2021 Spring Fellow:
Marieke Dhont


Greek Poetry, Jewish Poets: Contextualizing Jewish Writings as Post-Classical Literature

As a fellow at the Center for Hellenic Studies, I am working on a project entitled Greek Poetry, Jewish Poets: Contextualizing Jewish Writings as Post-Classical Literature. I focus on situating Jewish poetry in Greek both within the world of Hellenistic literature as well as within our understanding of Second Temple Judaism. The study of Jewish literature in Greek is a thoroughly interdisciplinary field, at the crossroads between classics, biblical studies, and Jewish studies.
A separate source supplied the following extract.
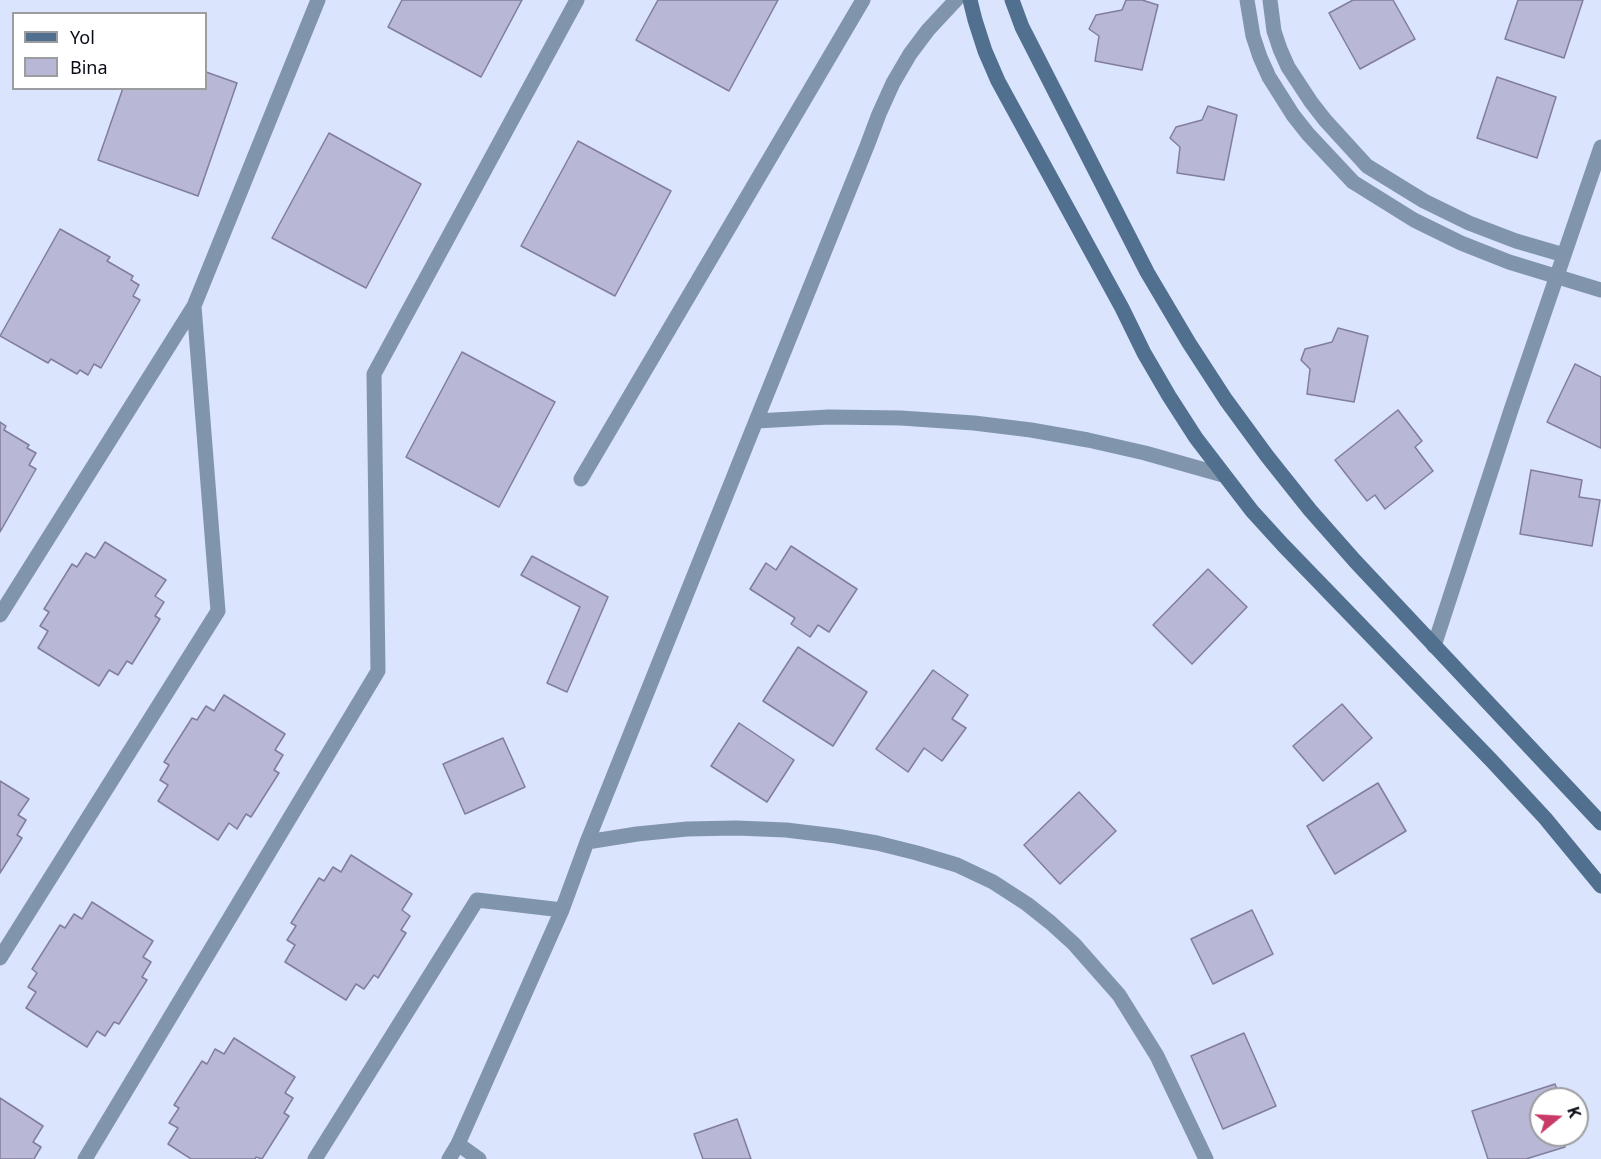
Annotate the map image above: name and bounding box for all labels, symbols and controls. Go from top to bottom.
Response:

The interaction between Jewish and Greek traditions, or between Hellenism and Judaism, constitutes one of the big questions of the ancient world. Judaism attests to the different ways in which Hellenism could be shaped to fit minority contexts. Jewish-Greek literature includes, for example, epic poetry and tragedy; as such, Jews are purveyors of the classical tradition. Yet, Jews simultaneously developed their own identity through these Greek-language works. In the history of scholarship, however, this interaction has been fundamentally misrepresented. While the use of Greek has often been considered a diminishment of Jewishness, Jewish-Greek authors have also been dismissed as Greek writers and portrayed as outsiders in the Greek cultural world. This dichotomizing view on cultural interaction in antiquity dates back to at least the nineteenth century and still underlies much of scholarly discourse on the topic to this day. My research restores the status of Jewish-Greek writings as literary works and their authors as legitimate voices of a Jewish identity in antiquity by analyzing the relationship between literary practices, identity construction, and multilingualism in antiquity. Against the background of a growing interest in post-classical Greek and the cultural diversity of the ancient Mediterranean, I study the process of how Hellenophone Jews developed their own cultural identity through text and translation.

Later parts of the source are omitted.